=== Exercise brief ===
Where a line of the records contains the word "speed", show that line.

=== Data ===
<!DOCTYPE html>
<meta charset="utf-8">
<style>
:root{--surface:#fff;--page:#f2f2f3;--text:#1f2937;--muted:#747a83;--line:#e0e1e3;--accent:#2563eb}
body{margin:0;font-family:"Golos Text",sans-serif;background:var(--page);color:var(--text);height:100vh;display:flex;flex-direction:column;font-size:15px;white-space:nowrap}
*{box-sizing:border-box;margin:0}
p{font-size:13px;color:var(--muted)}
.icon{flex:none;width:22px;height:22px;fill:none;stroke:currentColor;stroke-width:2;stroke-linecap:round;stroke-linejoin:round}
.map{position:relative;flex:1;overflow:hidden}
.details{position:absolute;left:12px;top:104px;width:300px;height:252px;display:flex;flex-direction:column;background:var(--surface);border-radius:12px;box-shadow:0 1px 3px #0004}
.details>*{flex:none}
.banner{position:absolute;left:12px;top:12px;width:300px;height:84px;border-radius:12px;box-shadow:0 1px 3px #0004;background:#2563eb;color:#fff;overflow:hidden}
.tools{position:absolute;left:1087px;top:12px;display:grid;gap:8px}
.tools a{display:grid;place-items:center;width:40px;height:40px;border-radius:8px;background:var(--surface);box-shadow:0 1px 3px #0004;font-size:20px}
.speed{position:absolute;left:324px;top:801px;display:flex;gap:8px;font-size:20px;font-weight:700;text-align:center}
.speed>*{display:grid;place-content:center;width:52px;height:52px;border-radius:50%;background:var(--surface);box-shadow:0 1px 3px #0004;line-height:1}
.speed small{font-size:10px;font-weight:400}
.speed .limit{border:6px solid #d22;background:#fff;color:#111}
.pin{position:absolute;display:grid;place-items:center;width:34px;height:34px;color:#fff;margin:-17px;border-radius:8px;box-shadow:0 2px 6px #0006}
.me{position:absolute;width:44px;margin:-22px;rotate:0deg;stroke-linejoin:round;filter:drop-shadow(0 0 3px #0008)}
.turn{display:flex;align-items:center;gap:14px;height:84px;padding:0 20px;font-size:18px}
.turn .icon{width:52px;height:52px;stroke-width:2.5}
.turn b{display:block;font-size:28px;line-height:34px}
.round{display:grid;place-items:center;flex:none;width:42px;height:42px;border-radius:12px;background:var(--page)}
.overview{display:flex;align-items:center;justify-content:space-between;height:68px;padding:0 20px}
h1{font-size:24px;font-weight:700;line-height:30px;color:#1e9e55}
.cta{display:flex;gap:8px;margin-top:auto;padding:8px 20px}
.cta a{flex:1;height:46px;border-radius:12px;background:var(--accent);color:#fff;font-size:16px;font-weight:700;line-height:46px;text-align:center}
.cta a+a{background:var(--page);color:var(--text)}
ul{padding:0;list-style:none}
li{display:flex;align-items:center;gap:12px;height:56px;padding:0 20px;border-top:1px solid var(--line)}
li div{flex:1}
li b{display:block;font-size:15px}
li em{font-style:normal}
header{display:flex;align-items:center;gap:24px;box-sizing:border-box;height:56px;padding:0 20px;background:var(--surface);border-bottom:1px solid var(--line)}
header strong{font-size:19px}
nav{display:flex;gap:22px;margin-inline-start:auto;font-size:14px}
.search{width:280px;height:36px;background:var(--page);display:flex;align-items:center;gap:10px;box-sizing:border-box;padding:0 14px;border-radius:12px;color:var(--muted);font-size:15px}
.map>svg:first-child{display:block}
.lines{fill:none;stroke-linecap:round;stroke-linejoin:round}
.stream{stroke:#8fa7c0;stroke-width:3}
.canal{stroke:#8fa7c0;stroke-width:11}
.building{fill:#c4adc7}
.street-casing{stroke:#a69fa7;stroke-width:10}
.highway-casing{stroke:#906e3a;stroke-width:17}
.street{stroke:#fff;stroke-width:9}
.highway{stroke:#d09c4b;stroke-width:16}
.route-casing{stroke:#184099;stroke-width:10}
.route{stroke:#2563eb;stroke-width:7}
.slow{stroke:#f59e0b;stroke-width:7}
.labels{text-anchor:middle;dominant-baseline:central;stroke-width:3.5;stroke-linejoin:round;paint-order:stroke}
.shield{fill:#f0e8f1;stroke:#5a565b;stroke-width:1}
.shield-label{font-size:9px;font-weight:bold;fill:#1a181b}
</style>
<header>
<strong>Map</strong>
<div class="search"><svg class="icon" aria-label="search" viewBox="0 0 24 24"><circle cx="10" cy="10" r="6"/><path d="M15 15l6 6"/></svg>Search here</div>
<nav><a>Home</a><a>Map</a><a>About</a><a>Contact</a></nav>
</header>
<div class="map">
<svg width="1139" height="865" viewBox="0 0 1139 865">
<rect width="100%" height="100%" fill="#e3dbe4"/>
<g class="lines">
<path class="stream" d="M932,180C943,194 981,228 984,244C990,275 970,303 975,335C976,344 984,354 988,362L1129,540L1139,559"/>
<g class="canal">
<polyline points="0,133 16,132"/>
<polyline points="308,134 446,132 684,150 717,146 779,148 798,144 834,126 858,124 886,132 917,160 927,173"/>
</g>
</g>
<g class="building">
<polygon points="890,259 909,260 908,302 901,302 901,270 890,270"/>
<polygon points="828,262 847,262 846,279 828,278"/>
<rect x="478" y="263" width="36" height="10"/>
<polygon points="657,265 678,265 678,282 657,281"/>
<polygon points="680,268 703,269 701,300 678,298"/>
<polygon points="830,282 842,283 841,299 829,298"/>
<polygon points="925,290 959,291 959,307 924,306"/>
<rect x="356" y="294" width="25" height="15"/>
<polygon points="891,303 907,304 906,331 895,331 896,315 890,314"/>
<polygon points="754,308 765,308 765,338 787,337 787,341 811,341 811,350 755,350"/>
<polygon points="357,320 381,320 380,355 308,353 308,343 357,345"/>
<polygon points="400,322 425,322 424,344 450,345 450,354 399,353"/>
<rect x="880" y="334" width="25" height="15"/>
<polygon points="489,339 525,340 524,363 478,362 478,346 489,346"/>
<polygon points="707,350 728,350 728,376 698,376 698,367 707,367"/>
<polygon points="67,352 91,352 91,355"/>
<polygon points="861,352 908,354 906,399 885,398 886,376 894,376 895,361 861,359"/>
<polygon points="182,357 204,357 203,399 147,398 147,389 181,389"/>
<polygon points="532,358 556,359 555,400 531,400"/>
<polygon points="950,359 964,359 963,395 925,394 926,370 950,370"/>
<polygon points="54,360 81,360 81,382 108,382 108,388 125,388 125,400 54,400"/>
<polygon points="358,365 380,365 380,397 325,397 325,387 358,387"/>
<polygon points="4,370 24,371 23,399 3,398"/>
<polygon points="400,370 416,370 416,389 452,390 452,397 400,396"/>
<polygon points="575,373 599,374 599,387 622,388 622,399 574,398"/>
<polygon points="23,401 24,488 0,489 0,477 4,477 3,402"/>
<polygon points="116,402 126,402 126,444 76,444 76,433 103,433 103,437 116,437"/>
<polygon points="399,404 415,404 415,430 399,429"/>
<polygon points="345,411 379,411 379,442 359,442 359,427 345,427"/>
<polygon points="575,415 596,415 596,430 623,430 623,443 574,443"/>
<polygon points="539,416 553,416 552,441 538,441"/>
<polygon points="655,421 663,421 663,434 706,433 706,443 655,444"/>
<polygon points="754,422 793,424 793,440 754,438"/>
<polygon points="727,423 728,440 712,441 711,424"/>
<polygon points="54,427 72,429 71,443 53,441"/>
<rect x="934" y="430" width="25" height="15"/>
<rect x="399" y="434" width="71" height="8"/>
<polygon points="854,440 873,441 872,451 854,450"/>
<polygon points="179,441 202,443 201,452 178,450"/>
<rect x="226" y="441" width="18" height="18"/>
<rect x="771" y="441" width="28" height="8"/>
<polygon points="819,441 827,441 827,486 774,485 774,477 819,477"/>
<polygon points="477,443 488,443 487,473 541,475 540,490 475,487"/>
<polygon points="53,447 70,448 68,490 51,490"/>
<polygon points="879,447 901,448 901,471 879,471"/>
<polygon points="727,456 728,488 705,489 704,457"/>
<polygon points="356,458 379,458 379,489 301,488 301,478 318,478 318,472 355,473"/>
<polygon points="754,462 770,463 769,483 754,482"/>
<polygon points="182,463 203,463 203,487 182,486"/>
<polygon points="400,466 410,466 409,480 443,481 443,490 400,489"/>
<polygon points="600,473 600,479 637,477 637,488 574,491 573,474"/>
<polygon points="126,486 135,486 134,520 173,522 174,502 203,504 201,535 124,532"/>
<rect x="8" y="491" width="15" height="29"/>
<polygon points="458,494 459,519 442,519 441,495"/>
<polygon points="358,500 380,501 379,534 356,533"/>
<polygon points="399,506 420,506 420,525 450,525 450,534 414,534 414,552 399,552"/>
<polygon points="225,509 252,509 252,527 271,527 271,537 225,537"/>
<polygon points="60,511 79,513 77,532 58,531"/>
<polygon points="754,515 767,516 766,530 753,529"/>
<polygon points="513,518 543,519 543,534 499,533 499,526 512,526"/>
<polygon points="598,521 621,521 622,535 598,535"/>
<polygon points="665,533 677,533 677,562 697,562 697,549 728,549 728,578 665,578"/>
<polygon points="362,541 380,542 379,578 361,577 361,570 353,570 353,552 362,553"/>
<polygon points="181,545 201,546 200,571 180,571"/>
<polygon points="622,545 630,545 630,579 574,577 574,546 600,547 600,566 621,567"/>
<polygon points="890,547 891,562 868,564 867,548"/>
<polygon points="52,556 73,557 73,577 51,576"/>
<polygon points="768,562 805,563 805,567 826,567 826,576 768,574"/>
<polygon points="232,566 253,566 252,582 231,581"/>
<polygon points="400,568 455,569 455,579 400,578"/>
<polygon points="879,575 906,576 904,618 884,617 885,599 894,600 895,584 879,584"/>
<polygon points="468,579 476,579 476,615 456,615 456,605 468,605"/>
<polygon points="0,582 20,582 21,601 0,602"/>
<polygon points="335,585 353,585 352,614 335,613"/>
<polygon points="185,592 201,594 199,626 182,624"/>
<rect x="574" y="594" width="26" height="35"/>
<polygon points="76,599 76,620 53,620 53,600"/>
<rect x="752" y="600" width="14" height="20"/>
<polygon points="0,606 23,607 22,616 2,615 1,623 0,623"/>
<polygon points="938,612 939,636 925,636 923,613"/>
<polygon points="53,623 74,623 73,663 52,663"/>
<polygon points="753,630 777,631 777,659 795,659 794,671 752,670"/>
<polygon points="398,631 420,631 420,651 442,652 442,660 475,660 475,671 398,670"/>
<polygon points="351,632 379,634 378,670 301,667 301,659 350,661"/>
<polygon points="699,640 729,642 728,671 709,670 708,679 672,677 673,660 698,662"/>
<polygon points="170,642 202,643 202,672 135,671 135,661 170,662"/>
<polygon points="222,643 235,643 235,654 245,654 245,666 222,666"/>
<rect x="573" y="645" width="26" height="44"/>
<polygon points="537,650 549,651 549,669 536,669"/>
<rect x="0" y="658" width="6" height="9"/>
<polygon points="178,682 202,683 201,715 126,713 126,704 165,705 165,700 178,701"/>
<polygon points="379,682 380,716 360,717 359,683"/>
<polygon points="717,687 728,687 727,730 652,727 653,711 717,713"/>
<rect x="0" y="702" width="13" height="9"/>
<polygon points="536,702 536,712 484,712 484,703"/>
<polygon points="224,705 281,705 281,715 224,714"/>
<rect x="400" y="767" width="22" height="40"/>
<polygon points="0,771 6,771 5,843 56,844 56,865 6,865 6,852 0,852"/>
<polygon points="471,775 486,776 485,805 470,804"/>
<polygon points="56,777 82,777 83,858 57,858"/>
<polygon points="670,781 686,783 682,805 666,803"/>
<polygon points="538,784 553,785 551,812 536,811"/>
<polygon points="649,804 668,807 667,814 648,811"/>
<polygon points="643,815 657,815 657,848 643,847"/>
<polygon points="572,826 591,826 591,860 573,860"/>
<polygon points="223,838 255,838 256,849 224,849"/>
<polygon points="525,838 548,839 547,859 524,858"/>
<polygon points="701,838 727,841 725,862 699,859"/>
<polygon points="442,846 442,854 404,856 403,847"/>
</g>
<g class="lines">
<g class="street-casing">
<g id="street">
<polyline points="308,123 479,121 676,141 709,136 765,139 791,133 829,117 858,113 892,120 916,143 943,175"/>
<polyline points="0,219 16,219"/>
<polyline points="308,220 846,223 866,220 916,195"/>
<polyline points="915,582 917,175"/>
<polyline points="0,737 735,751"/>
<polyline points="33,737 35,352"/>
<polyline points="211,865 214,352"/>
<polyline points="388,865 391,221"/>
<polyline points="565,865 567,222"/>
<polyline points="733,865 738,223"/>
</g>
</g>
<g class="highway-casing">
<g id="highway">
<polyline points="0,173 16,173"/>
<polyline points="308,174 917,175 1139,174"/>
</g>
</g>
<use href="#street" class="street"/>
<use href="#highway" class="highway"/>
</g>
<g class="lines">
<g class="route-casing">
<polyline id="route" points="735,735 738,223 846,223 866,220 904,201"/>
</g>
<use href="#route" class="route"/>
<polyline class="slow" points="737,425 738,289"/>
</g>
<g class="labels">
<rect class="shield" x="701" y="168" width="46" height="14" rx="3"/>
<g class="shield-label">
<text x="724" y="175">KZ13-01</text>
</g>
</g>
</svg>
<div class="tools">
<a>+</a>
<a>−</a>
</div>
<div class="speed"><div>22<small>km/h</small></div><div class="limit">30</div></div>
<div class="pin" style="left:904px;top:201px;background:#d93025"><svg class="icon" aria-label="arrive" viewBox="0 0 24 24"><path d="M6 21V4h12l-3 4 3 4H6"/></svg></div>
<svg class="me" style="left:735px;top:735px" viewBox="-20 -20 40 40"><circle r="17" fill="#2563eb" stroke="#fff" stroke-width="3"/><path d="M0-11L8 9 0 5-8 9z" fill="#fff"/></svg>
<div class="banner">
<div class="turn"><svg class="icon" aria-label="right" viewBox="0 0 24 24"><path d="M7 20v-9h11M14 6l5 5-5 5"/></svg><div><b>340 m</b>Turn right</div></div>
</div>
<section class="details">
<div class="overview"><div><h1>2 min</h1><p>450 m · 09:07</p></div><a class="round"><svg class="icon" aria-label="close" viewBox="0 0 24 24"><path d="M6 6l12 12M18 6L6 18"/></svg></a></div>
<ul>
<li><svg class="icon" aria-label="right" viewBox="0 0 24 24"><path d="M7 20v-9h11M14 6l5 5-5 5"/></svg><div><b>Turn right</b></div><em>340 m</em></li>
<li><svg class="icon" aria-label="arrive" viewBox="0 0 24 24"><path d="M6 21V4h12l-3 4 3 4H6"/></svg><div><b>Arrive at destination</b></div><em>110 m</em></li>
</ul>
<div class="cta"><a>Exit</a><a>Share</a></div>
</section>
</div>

=== Output for this exercise ===
.speed{position:absolute;left:324px;top:801px;display:flex;gap:8px;font-size:20px;font-weight:700;text-align:center}
.speed>*{display:grid;place-content:center;width:52px;height:52px;border-radius:50%;background:var(--surface);box-shadow:0 1px 3px #0004;line-height:1}
.speed small{font-size:10px;font-weight:400}
.speed .limit{border:6px solid #d22;background:#fff;color:#111}
<div class="speed"><div>22<small>km/h</small></div><div class="limit">30</div></div>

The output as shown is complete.